C++: lvalue/rvalue for Complete Dummies

I find the concepts of lvalue and rvalue probably the most hard to understand in C++, especially after having a break from the language even for a few months. So this is an attempt to keep my memory fresh whenever I need to come back to it. This topic is also super essential when trying to understand move semantics.

Essentials

lvalue

There are plenty of resources, such as value categories on cppreference but they are lengthy to read and long to understand. In general, lvalue is:

  • Is usually on the left hand of an expression, and that’s where the name comes from - “left-value”.
  • Something that points to a specific memory location. Whether it’s heap or stack, and it’s addressable.
  • Variables are lvalues, and usually variables appear on the left of an expression. For example in an expression int x = 1; x is lvalue. x is also pointing to a memory location where value 1 is.
    • Another example is int* y = &x. In this case y is lvalue as well. x is also lvalue, but &x is not!
  • Early definitions of lvalue meant “values that are suitable fr left-hand-side or assignment” but that has changed in later versions of the language. For instance const int a = 1; declares lvalue a but obviously it cannot be assigned to, so definition had to be adjusted. Later you’ll see it will cause other confusions!

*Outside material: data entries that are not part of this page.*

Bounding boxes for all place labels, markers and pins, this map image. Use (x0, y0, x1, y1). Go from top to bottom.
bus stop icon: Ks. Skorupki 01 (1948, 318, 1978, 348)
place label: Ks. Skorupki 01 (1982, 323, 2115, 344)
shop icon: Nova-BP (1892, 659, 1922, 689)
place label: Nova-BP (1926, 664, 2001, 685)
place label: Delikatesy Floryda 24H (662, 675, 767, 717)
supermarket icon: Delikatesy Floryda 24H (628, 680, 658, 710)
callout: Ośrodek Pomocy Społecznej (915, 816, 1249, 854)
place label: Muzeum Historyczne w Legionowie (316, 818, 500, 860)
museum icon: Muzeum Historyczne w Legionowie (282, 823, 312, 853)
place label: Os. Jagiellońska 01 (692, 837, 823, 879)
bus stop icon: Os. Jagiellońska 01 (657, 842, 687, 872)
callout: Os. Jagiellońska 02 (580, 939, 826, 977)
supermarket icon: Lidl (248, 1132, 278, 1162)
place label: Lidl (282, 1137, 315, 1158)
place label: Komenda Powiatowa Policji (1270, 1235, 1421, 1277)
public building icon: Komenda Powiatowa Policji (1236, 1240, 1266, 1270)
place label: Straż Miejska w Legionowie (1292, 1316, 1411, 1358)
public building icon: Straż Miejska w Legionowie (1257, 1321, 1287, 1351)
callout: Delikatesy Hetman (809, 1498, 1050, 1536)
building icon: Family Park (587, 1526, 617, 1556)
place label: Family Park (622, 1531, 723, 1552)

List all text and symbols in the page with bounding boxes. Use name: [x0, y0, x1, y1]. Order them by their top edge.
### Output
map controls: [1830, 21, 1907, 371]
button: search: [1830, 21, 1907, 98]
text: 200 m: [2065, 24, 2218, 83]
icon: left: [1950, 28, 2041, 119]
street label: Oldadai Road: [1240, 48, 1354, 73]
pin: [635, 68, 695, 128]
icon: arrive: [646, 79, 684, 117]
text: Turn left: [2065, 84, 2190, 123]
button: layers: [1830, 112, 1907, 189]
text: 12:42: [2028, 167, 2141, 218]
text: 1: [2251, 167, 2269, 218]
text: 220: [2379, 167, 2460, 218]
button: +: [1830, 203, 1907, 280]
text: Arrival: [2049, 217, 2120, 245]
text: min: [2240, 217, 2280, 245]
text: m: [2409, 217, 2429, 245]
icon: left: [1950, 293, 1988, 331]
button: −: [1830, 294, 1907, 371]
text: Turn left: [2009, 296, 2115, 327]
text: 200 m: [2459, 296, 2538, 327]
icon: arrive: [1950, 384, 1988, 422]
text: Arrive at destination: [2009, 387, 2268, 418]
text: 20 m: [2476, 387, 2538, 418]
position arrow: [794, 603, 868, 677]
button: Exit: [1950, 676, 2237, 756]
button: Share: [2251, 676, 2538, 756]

Some people say “lvalue” comes from “locator value” i.e. an object that occupies some identifiable location in memory (i.e. has an address).

More lvalue examples

  • Name of a variable, as above.

rvalue

  • rvalue is something that doesn’t point anywhere. The name comes from “right-value” because usually it appears on the right side of an expression.
  • It is generally short-lived. Sometimes referred to also as “disposable objects”, no one needs to care about them.
  • rvalue is like a “thing” which is contained in lvalue.
  • Sometimes rvalue is defined by exclusion rule - everything that is not lvalue is rvalue.
  • lvalue can always be implicitly converted to lvalue but never the other way around.
  • rvalue can be moved around cheaply

Coming back to express int x = 1;:

  • x is lvalue (as we know it). It’s long-lived and not short-lived, and it points to a memory location where 1 is. The value of x is 1.
  • 1 is rvalue, it doesn’t point anywhere, and it’s contained within lvalue x.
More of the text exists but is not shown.